Wer persönlich oder auch per Telefon verfolgt wird, sollte Hilfe suchen. Foto: imago images/ingimage

Im Jahr 2018 wurden laut dem Programm „Polizeiliche Kriminalprävention der Länder und des Bundes„ (ProPK) 18960 Fälle von Stalking in Deutschland polizeilich erfasst. Vermutlich liegt die Dunkelziffer weitaus höher. Was Betroffene tun können, erläutern Arag-Experten.
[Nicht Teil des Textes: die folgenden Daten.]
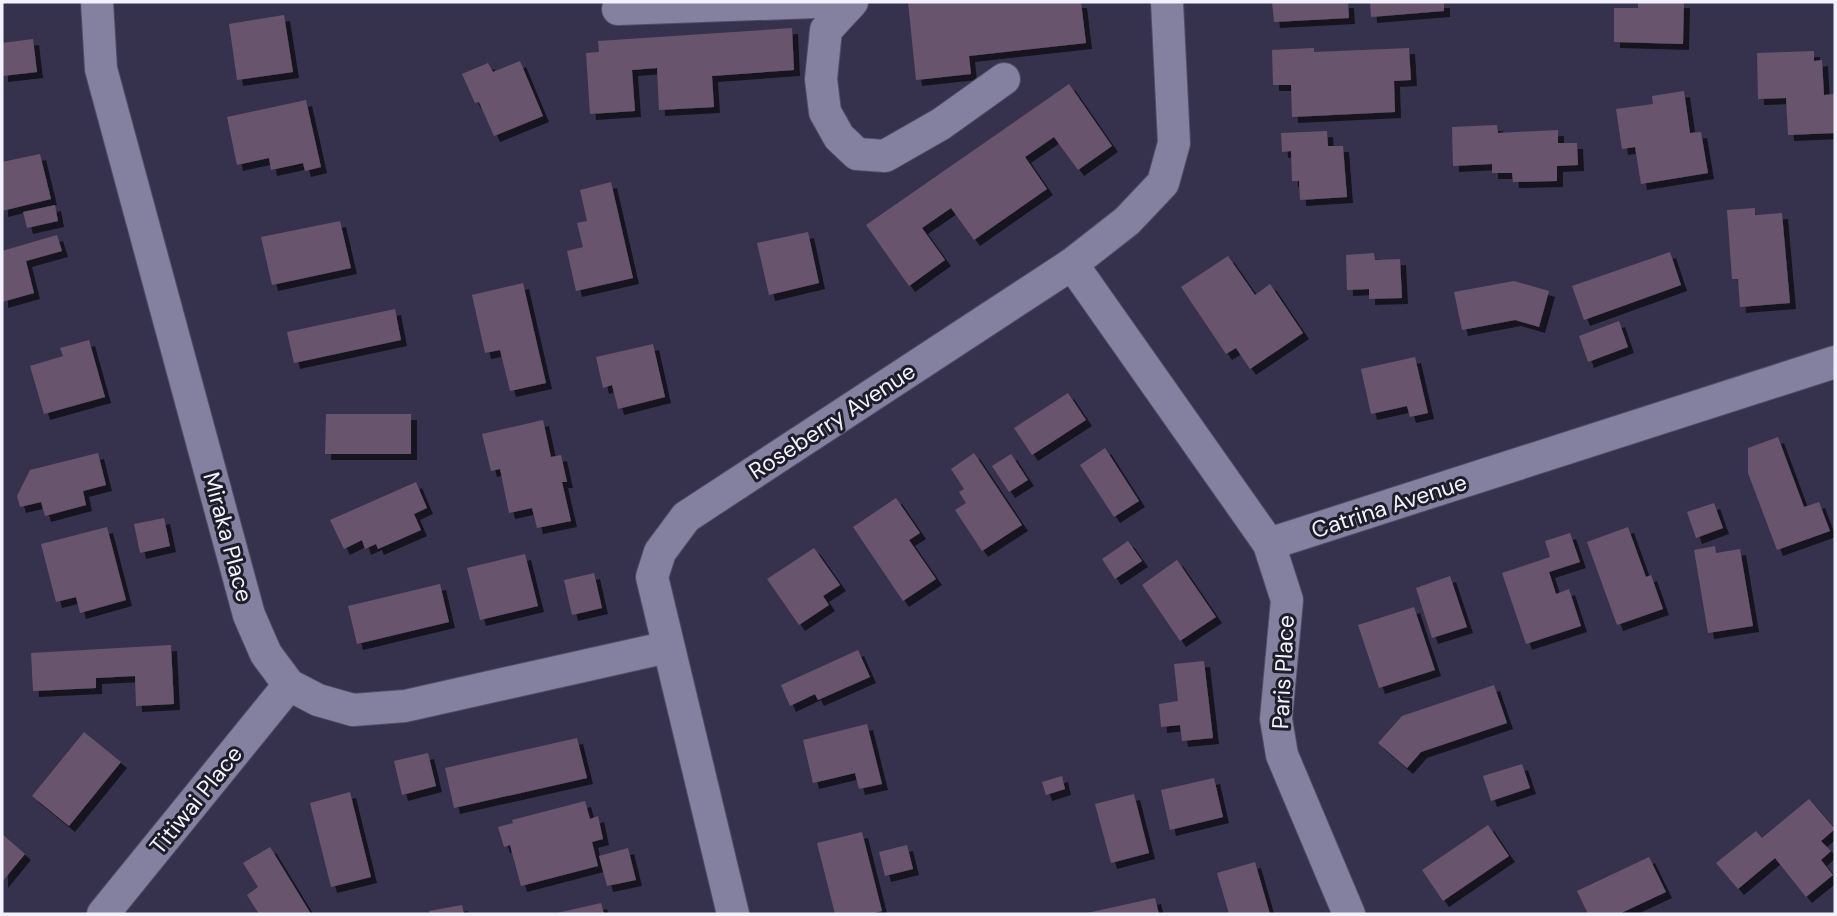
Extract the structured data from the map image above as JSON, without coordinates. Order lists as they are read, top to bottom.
{
  "streets": {
    "street": [
      "Roseberry Avenue",
      "Catrina Avenue",
      "Miraka Place",
      "Paris Place",
      "Titiwai Place"
    ]
  },
  "crossings": [
    ["Roseberry Avenue", "Miraka Place"],
    ["Catrina Avenue", "Paris Place"],
    ["Miraka Place", "Titiwai Place"]
  ]
}
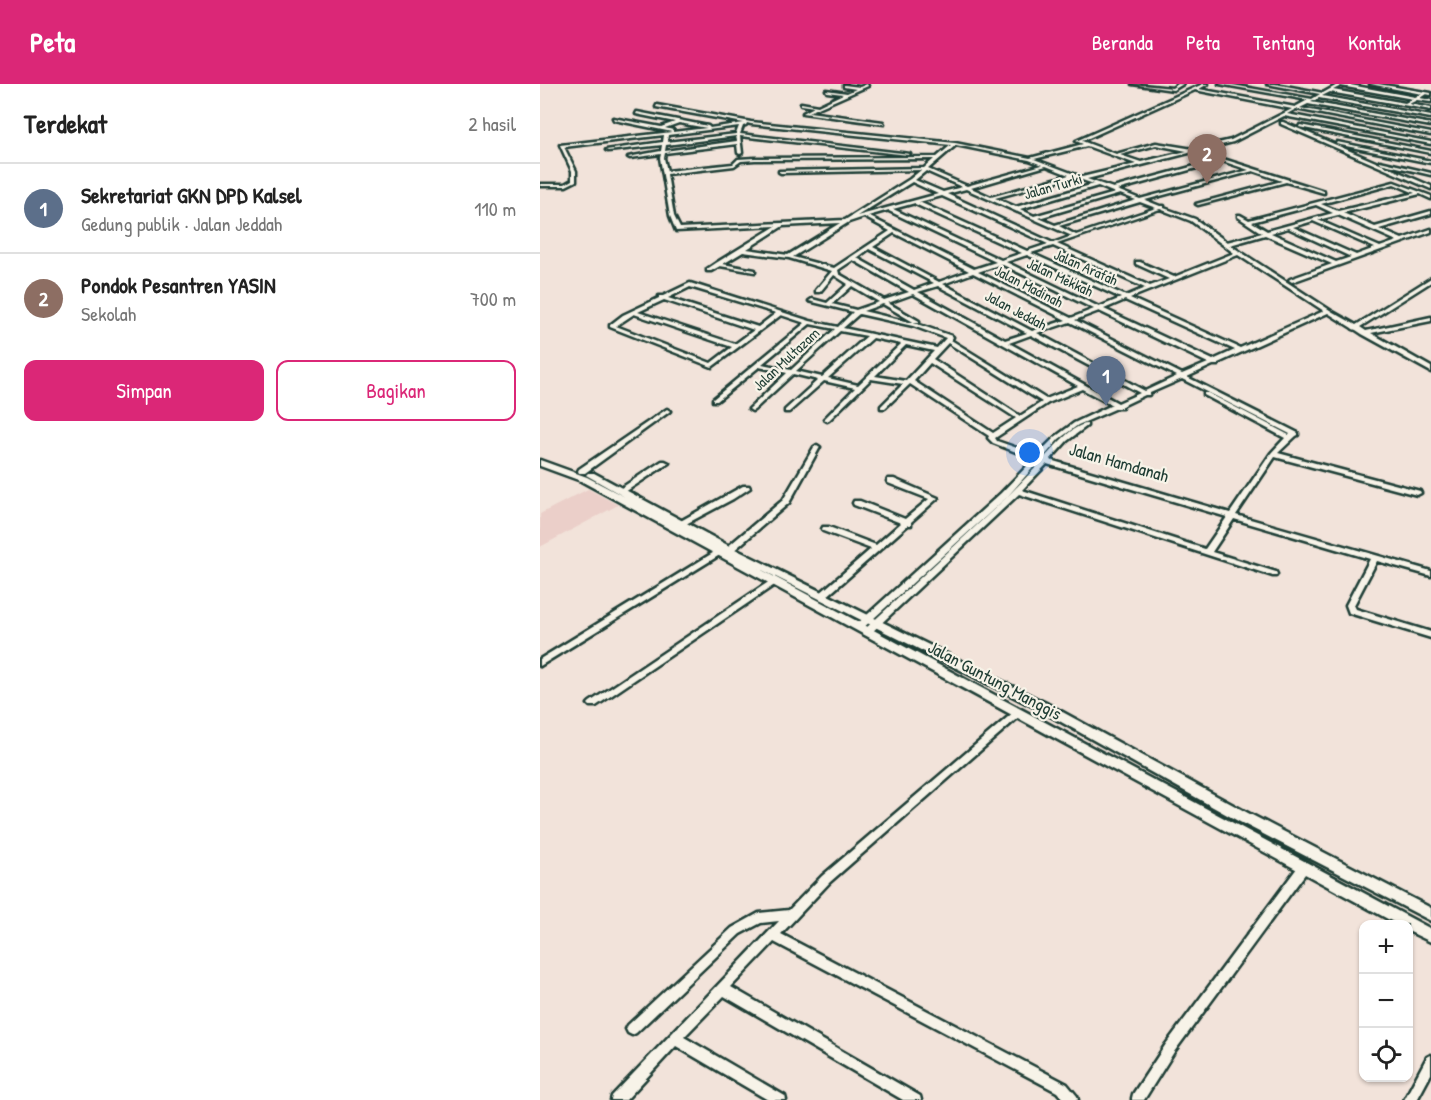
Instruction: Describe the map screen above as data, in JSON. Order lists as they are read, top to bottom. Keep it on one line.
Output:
{"streets":{"street":["Jalan Turki","Jalan Arafah","Jalan Mekkah","Jalan Madinah","Jalan Jeddah","Jalan Multazam","Jalan Hamdanah","Jalan Guntung Manggis"]},"crossings":[["Jalan Arafah","Jalan Multazam"],["Jalan Mekkah","Jalan Multazam"],["Jalan Madinah","Jalan Multazam"],["Jalan Jeddah","Jalan Multazam"]],"page":{"header":"Peta","nav":["Beranda","Peta","Tentang","Kontak"],"heading":["Terdekat","2 hasil"],"pins":["2","1"],"list":[{"mark":"1","name":"Sekretariat GKN DPD Kalsel","note":"Gedung publik · Jalan Jeddah","value":"110 m"},{"mark":"2","name":"Pondok Pesantren YASIN","note":"Sekolah","value":"700 m"}],"buttons":["Simpan","Bagikan"],"map_buttons":["+","−"]}}
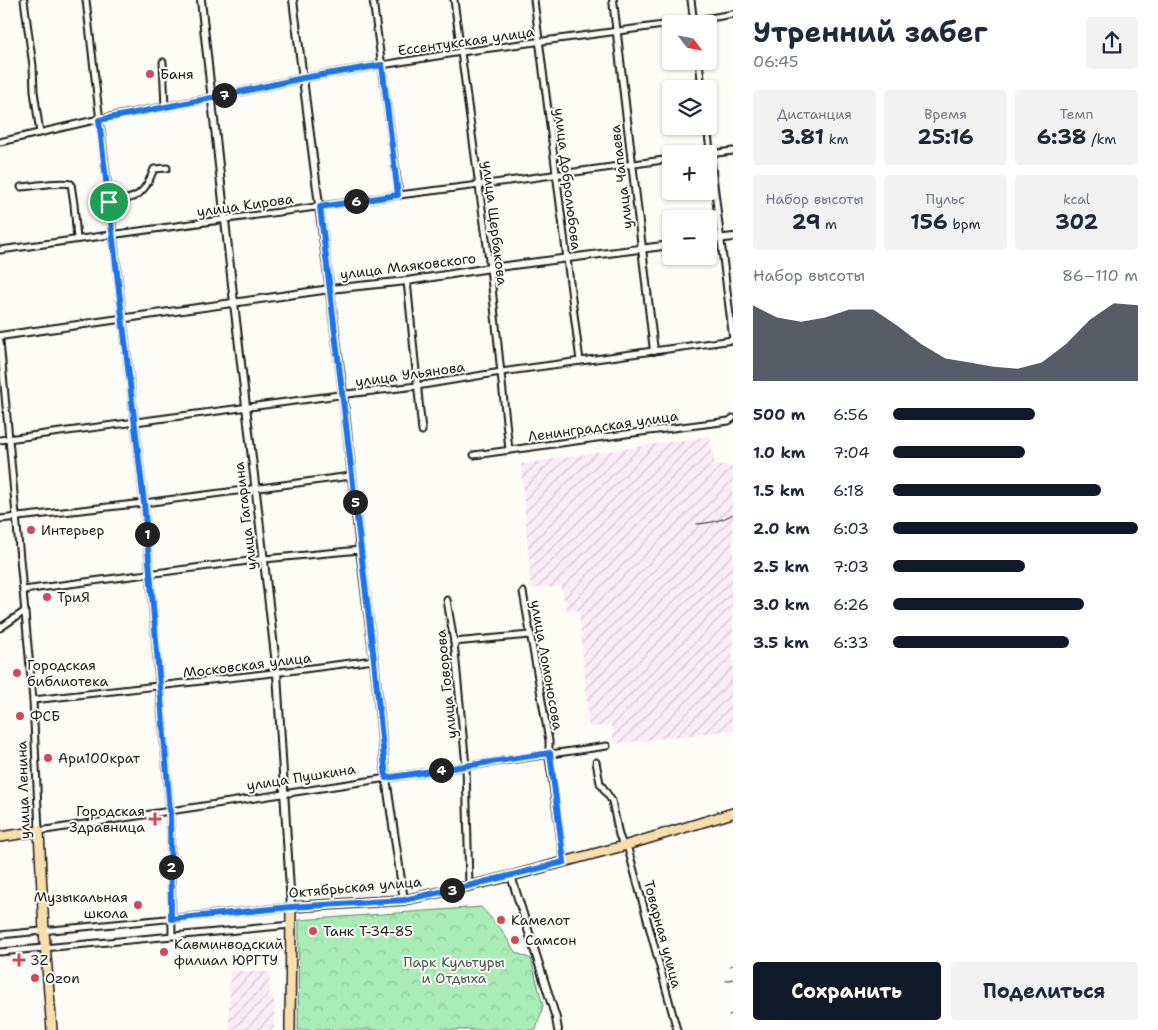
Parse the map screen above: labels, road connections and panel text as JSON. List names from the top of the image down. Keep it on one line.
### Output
{"streets":{"main road":["улица Гагарина","улица Пушкина","улица Ленина","Октябрьская улица"],"street":["Ессентукская улица","улица Чапаева","улица Добролюбова","улица Кирова","улица Щербакова","улица Маяковского","улица Ульянова","Ленинградская улица","Московская улица","улица Ломоносова","улица Говорова","Товарная улица"]},"crossings":[["Ессентукская улица","улица Чапаева"],["Ессентукская улица","улица Добролюбова"],["Ессентукская улица","улица Щербакова"],["Ессентукская улица","улица Гагарина"],["улица Чапаева","улица Кирова"],["улица Чапаева","улица Маяковского"],["улица Чапаева","улица Ульянова"],["улица Добролюбова","улица Кирова"],["улица Добролюбова","улица Маяковского"],["улица Добролюбова","улица Ульянова"],["улица Кирова","улица Щербакова"],["улица Кирова","улица Гагарина"],["улица Щербакова","улица Маяковского"],["улица Щербакова","улица Ульянова"],["улица Щербакова","Ленинградская улица"],["улица Маяковского","улица Гагарина"],["улица Ульянова","улица Гагарина"],["улица Ульянова","улица Ленина"],["улица Гагарина","Московская улица"],["улица Гагарина","улица Пушкина"],["улица Гагарина","Октябрьская улица"],["Московская улица","улица Ленина"],["улица Ломоносова","улица Пушкина"],["улица Ломоносова","Октябрьская улица"],["улица Говорова","улица Пушкина"],["улица Говорова","Октябрьская улица"],["улица Пушкина","улица Ленина"],["улица Ленина","Октябрьская улица"],["Октябрьская улица","Товарная улица"]],"parks":["Парк Культуры и Отдыха"],"places":{"other":["Баня","Интерьер","ТриЯ","Городская библиотека","ФСБ","Ари100крат","Музыкальная школа","Камелот","Танк Т-34-85","Самсон","Кавминводский филиал ЮРГТУ","Ozon"],"health":["Городская Здравница","3Z"]},"north":"bottom right","page":{"heading":["Утренний забег","06:45"],"map_buttons":["+","−"],"pins":["7","6","5","1","4","2","3"],"stats":[["Дистанция","3.81 km"],["Время","25:16"],["Темп","6:38 /km"],["Набор высоты","29 m"],["Пульс","156 bpm"],["kcal","302"]],"chart":["Набор высоты","86–110 m"],"list":[{"name":"500 m","note":"6:56"},{"name":"1.0 km","note":"7:04"},{"name":"1.5 km","note":"6:18"},{"name":"2.0 km","note":"6:03"},{"name":"2.5 km","note":"7:03"},{"name":"3.0 km","note":"6:26"},{"name":"3.5 km","note":"6:33"}],"buttons":["Сохранить","Поделиться"]}}
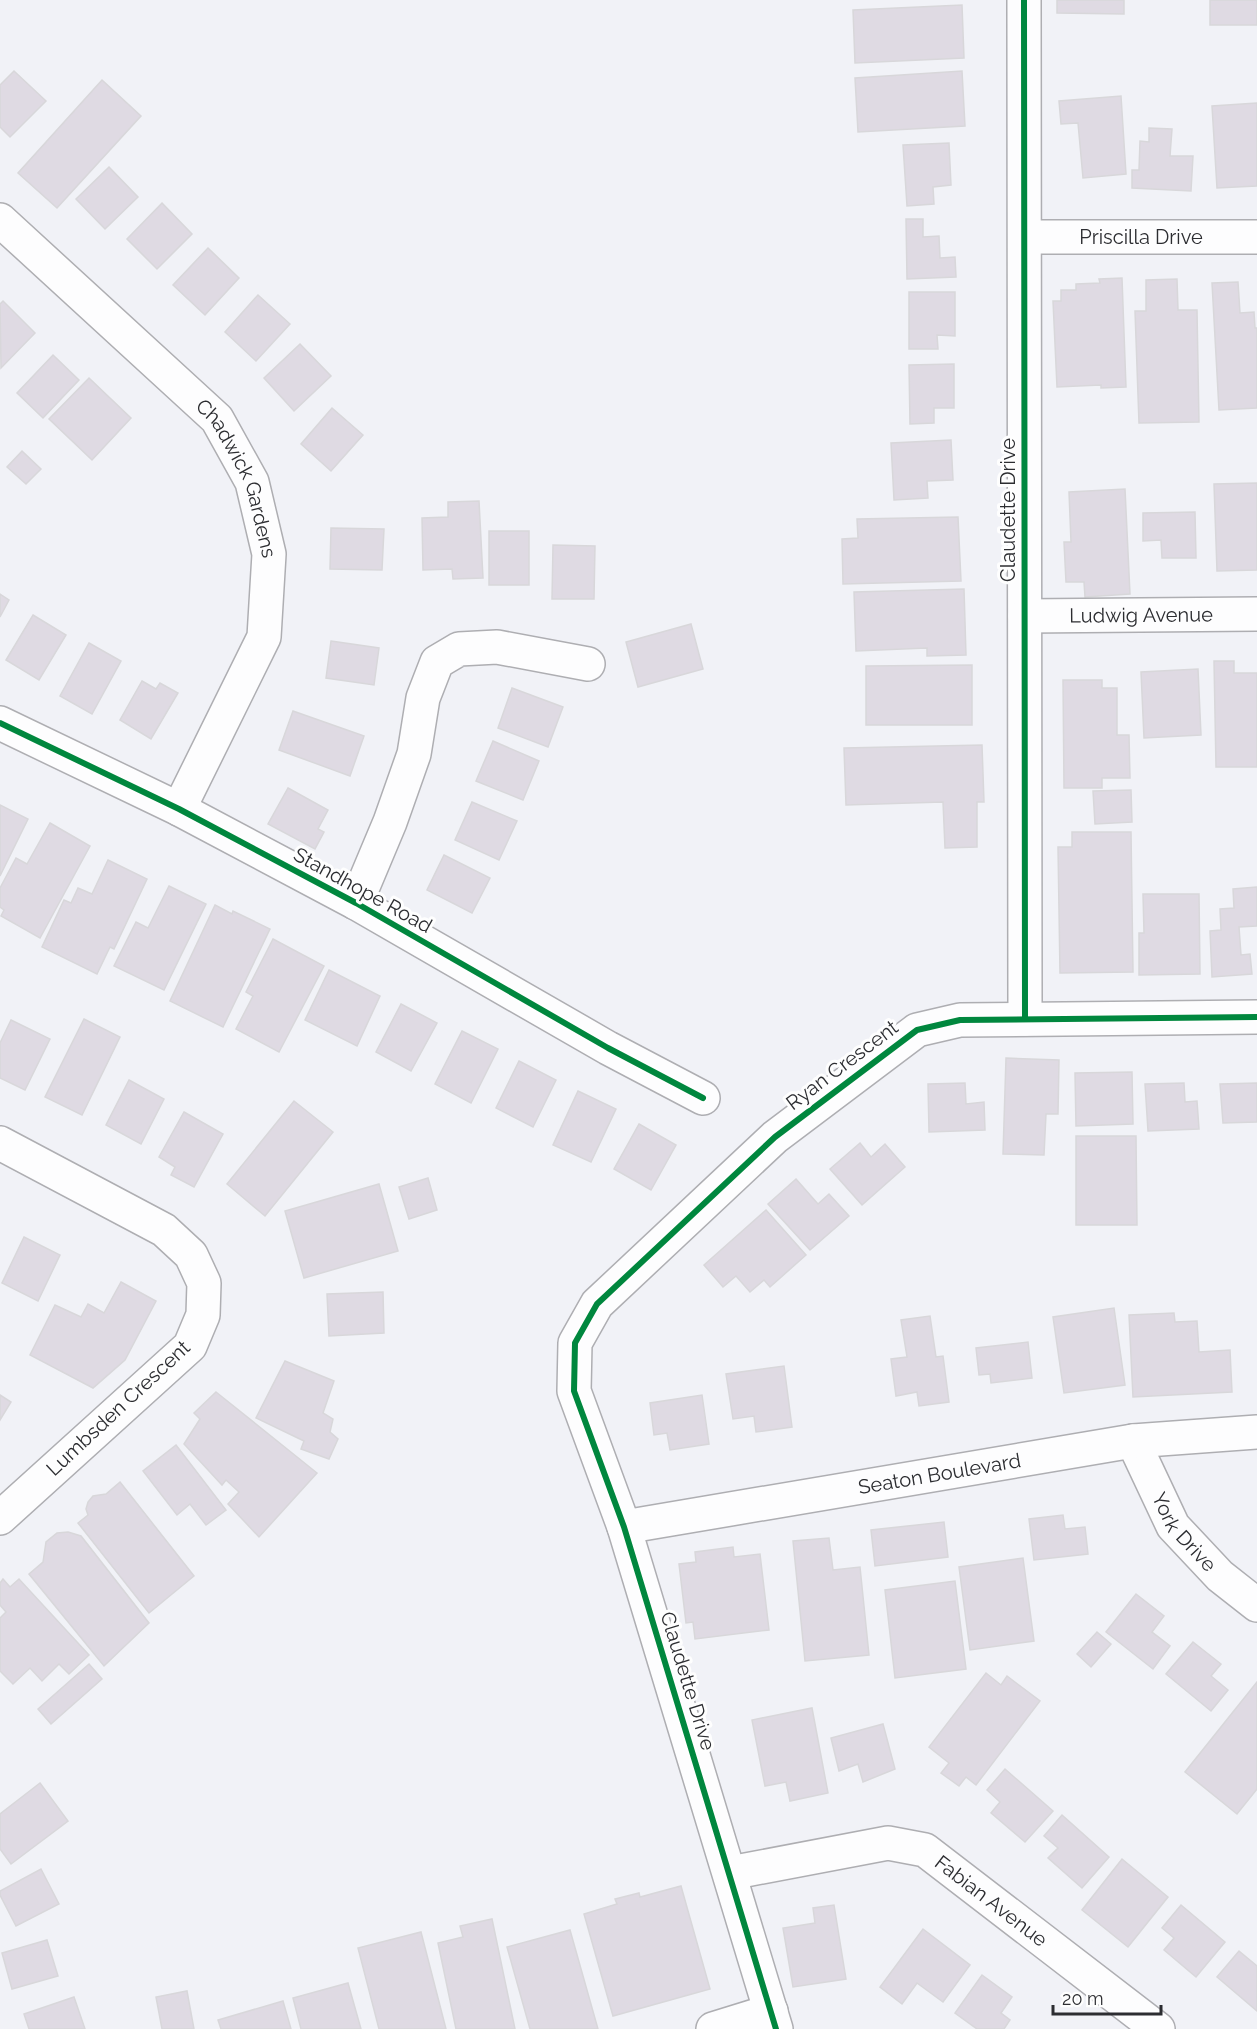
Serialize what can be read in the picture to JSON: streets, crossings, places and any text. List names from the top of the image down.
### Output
{
  "streets": {
    "street": [
      "Priscilla Drive",
      "Chadwick Gardens",
      "Claudette Drive",
      "Ludwig Avenue",
      "Standhope Road",
      "Ryan Crescent",
      "Lumbsden Crescent",
      "Seaton Boulevard",
      "York Drive",
      "Fabian Avenue"
    ]
  },
  "crossings": [
    ["Priscilla Drive", "Claudette Drive"],
    ["Chadwick Gardens", "Standhope Road"],
    ["Claudette Drive", "Ludwig Avenue"],
    ["Claudette Drive", "Ryan Crescent"],
    ["Claudette Drive", "Seaton Boulevard"],
    ["Claudette Drive", "Fabian Avenue"],
    ["Seaton Boulevard", "York Drive"]
  ],
  "scale_bar": "20 m"
}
Stalking bezeichnet ein obsessives Verfolgen, Belästigen und Bedrohen einer Person gegen deren erklärten Willen. Dies geschieht beispielsweise durch Überwachen und Ausspionieren der Zielperson, oft auch durch vermehrte Telefonanrufe bis hin zum Telefonterror. Eine Sonderform ist Cyberstalking, das Belästigen per E-Mail und SMS. Die Inhalte der unerwünschten Nachrichten gehen von Liebesbekundungen über Obszönitäten bis zu Morddrohungen; die physischen Annäherungen vom Beobachten bis hin zum tätlichen Angriff. Die Opfer sind laut ProPK-Zahlen zu 80 Prozent Frauen, die Täter zu 85 Prozent Männer. Meist kennen sich Täter und Opfer.

Jeglichen Kontakt abbrechen

Schon vor den juristischen Möglichkeiten kann man als Betroffener von Stalking einiges selbst unternehmen. Zunächst sollte jeglicher Kontakt abgebrochen werden. Machen Sie dem Stalker unmissverständlich klar, dass Sie keinerlei Kontakt mehr wünschen. Danach ist es wichtig, auf keine Kontaktwünsche einzugehen. Jede Reaktion auf Anrufe, SMS, Briefe, E-Mails oder Besuche wertet der Stalker als Erfolg. Auch die eigene Familie, Freunde, Kollegen und Nachbarn sollten ausdrücklich darum gebeten werden, keine Informationen über Sie weiterzugeben.

Wenn es zu juristischen Schritten kommt, ist für Polizei, Staatsanwaltschaft und Gericht schwer zu beurteilen, ob tatsächlich Stalking vorliegt. Dann ist es hilfreich, wenn Sie die Art der unerwünschten Kontaktversuche mit Ort, Zeitpunkt und eventuellen Zeugen genau belegen können. Die SMS, E-Mails oder Nachrichten vom Stalker auf dem Anrufbeantworter oder dem Handy sollten Sie daher auch auf keinen Fall löschen. Entschließen Sie sich später zu einer Anzeige, können Sie Ihre Anschuldigungen damit belegen.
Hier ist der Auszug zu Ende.